According to the U.S. Naval Observatory, on October 9, 2012, the beginning of civil twilight occurred at 0648 and sunrise occurred at 0716. The moon set at 1902 on the preceding evening, and did not rise again until 0949 on the morning of the accident.
Several witnesses who lived in the vicinity of the accident site were interviewed separately shortly after the accident. Each was asked to describe the weather and lighting conditions that prevailed at the time. The witnesses consistently described the weather as "foggy," with some stating that it was "very" or "extremely" foggy. One witness described the fog as being very dense, like "pea soup," while another estimated the visibility to be about 1/8th-mile. The witnesses also consistently described the lighting conditions as "dark" or "very dark". Another witness who lived about 1 mile north of the accident site described the weather conditions about 1 hour after the accident as cloudy with no fog.
According to the NWS, "Radiation fog forms at night under clear skies with calm winds when heat absorbed by the earth's surface during the day is radiated into space. As the earth's surface continues to cool, provided a deep enough layer of moist air is present near the ground, the humidity will reach 100% and fog will form. Radiation fog varies in depth from 3 feet to about 1,000 feet and is always found at ground level and usually remains stationary. This type of fog can reduce visibility to near zero at times and make driving very hazardous." Radiation fog is most common under high pressure systems and ridges during the fall and winter months, where clear skies and light winds prevail. AIRPORT INFORMATIONAccording to the Canadian Civil Aircraft Register, the accident helicopter was manufactured in 1991, and imported to Canada in 2010. The helicopter was equipped with a three-blade main rotor system and two Rolls Royce/Allison 250-C20F engines each rated at 420 horse power. According to the operator, the helicopter was not equipped for operation in instrument meteorological conditions.

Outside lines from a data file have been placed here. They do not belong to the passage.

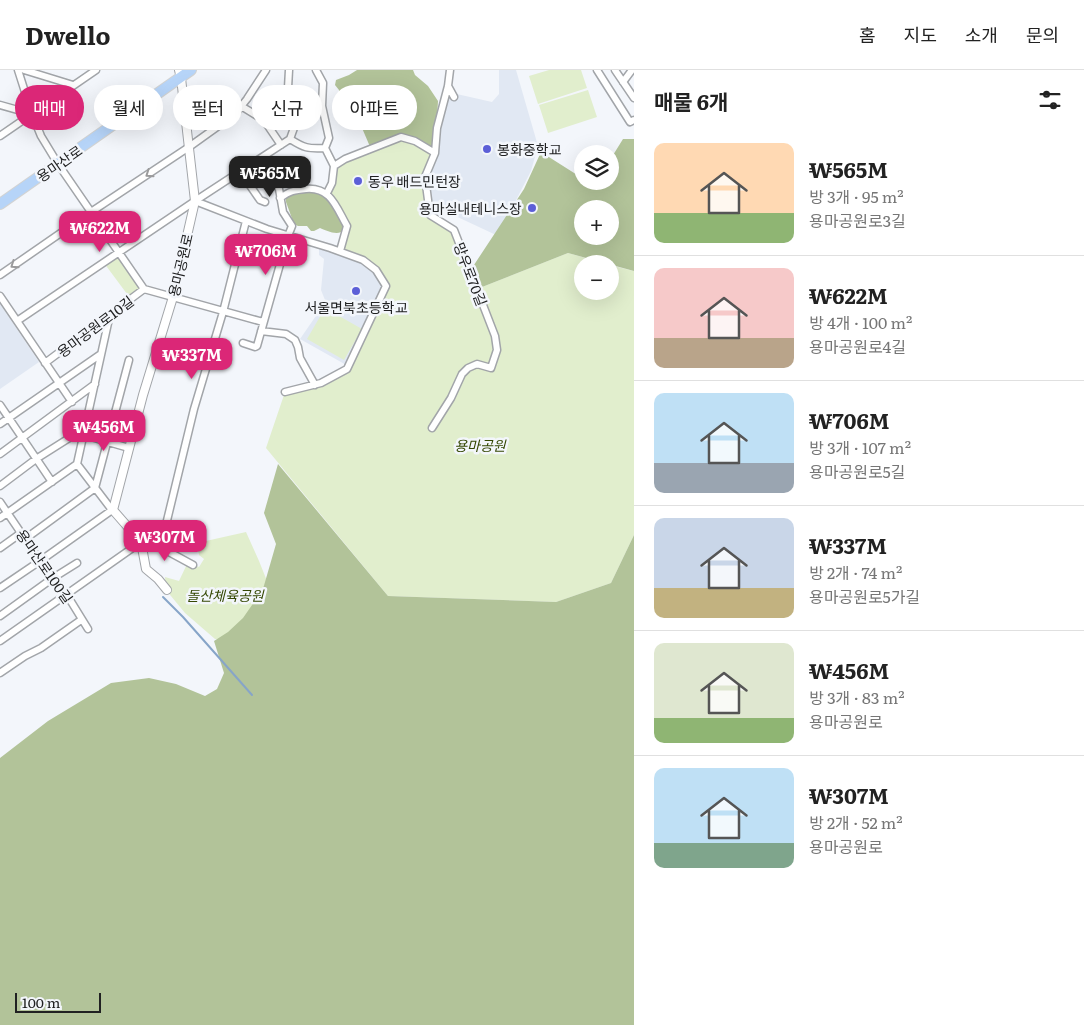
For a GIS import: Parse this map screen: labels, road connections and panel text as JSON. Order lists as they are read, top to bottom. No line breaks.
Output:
{"streets":{"main road":["용마산로"],"street":["용마공원로","망우로70길","용마공원로10길","용마산로100길"]},"crossings":[["용마산로","용마공원로"],["용마공원로","용마공원로10길"]],"parks":["용마공원","돌산체육공원"],"places":["봉화중학교","동우 배드민턴장","용마실내테니스장","서울면북초등학교"],"scale_bar":"100 m","page":{"header":"Dwello","nav":["홈","지도","소개","문의"],"heading":"매물 6개","chip":["매매","월세","필터","신규","아파트"],"list":[{"name":"₩565M","note":"방 3개 · 95 m² · 용마공원로3길"},{"name":"₩622M","note":"방 4개 · 100 m² · 용마공원로4길"},{"name":"₩706M","note":"방 3개 · 107 m² · 용마공원로5길"},{"name":"₩337M","note":"방 2개 · 74 m² · 용마공원로5가길"},{"name":"₩456M","note":"방 3개 · 83 m² · 용마공원로"},{"name":"₩307M","note":"방 2개 · 52 m² · 용마공원로"}],"map_buttons":["+","−"],"price":["₩565M","₩622M","₩706M","₩337M","₩456M","₩307M"],"scale":"100 m"}}
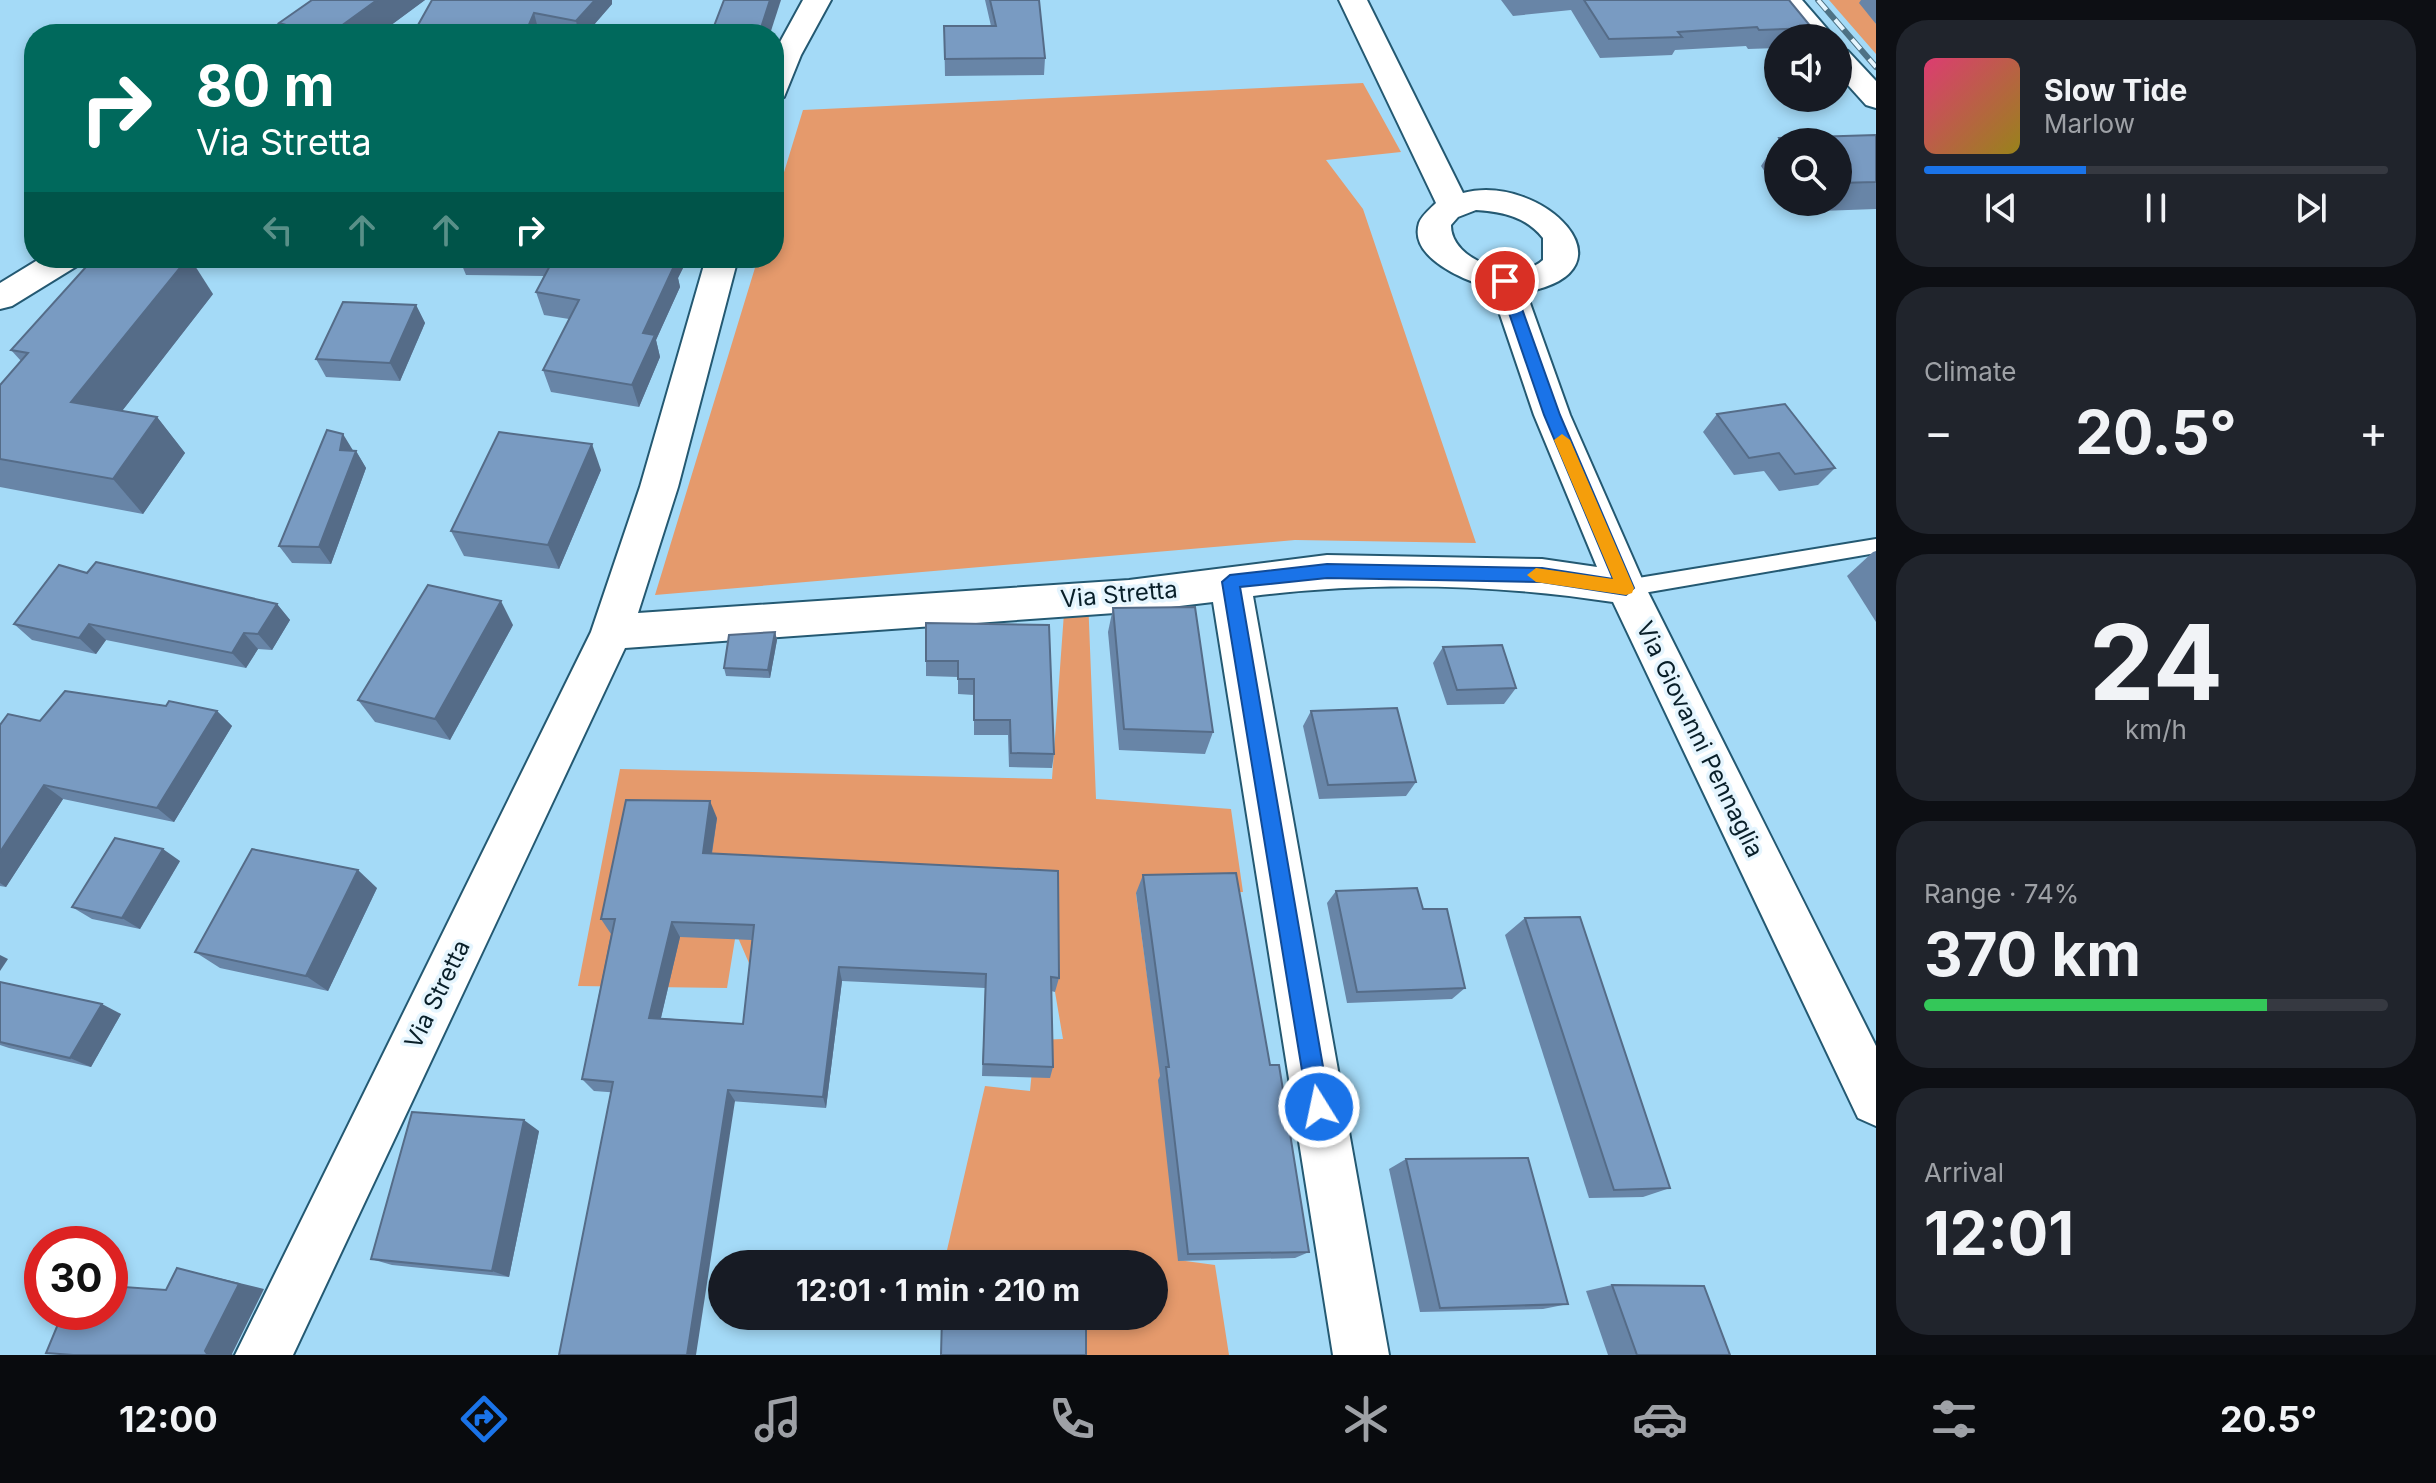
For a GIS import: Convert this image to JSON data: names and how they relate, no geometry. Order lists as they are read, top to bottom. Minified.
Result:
{"streets":{"street":["Via Stretta","Via Giovanni Pennaglia"]},"crossings":[["Via Stretta","Via Giovanni Pennaglia"]],"page":{"turn":["80 m","Via Stretta"],"song":["Slow Tide","Marlow"],"tile":["Climate",["24","km/h"],["Range · 74%","370 km"],["Arrival","12:01"]],"heat":["−","20.5°","+"],"limit":"30","trip":"12:01 · 1 min · 210 m","tabs":["12:00","20.5°"]}}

The helicopter's most recent annual inspection was completed on February 21, 2012, and at that time the helicopter had accumulated 7,534 total flight hours. According to the maintenance journey log, which was recovered from the wreckage, the helicopter had accumulated 7,556 total flight hours prior to the accident flight. A log entry made by the accident pilot on the date of the accident noted compliance with Airworthiness Directives 2001-26-55 (tail rotor blade inspection) and 2011-22-05 (tail rotor control rod bearing play inspection) and that no discrepancies were found during either inspection. WRECKAGE AND IMPACT INFORMATIONThe accident site was located in a densely wooded area approximately 1,000 feet northeast of 4PN5. The IIP was identified by several damaged tree limbs about 75 feet above the ground, a height which was roughly the same as that of the departure heliport. A wreckage path approximately 300 feet long, oriented roughly 350 degrees magnetic, extended from the initial impact point to where the main wreckage came to rest against a tree. The main wreckage was oriented on a westerly heading, and was largely consumed by a post-impact fire. Each of the three main rotor blades was accounted for at the accident scene, and all came to rest within 30 feet of the main wreckage.
The wreckage was subsequently recovered from the accident scene and examined in detail at an aircraft recovery facility.
The tailboom had severed from the fuselage forward of the horizontal stabilizer, and was found along the wreckage path about 30 feet south of the main wreckage. The severed tail section consisted of the tailboom structure, left horizontal stabilizer, the inboard portion of the severed right horizontal stabilizer, the vertical stabilizer, and the tail rotor. The forward end of the tailboom was crumpled with a leftward directionality. The examined fracture surfaces of the tailboom structure all exhibited signatures consistent with overstress failure. The right horizontal stabilizer was severed from the tailboom via a fracture that began at the inboard forward end of the horizontal stabilizer with an aft and upward directionality. Examination of the fracture surfaces revealed signatures consistent with overstress failure and wooden splinters lodged between the top skin and doubler of the right horizontal stabilizer. The left horizontal stabilizer remained mostly intact and attached to the tailboom, albeit with a slight downward bend and with a small section of the outboard trailing edge that was severed. The vertical stabilizer suffered no major damage except for a large dent near the leading edge of the top portion of the vertical stabilizer.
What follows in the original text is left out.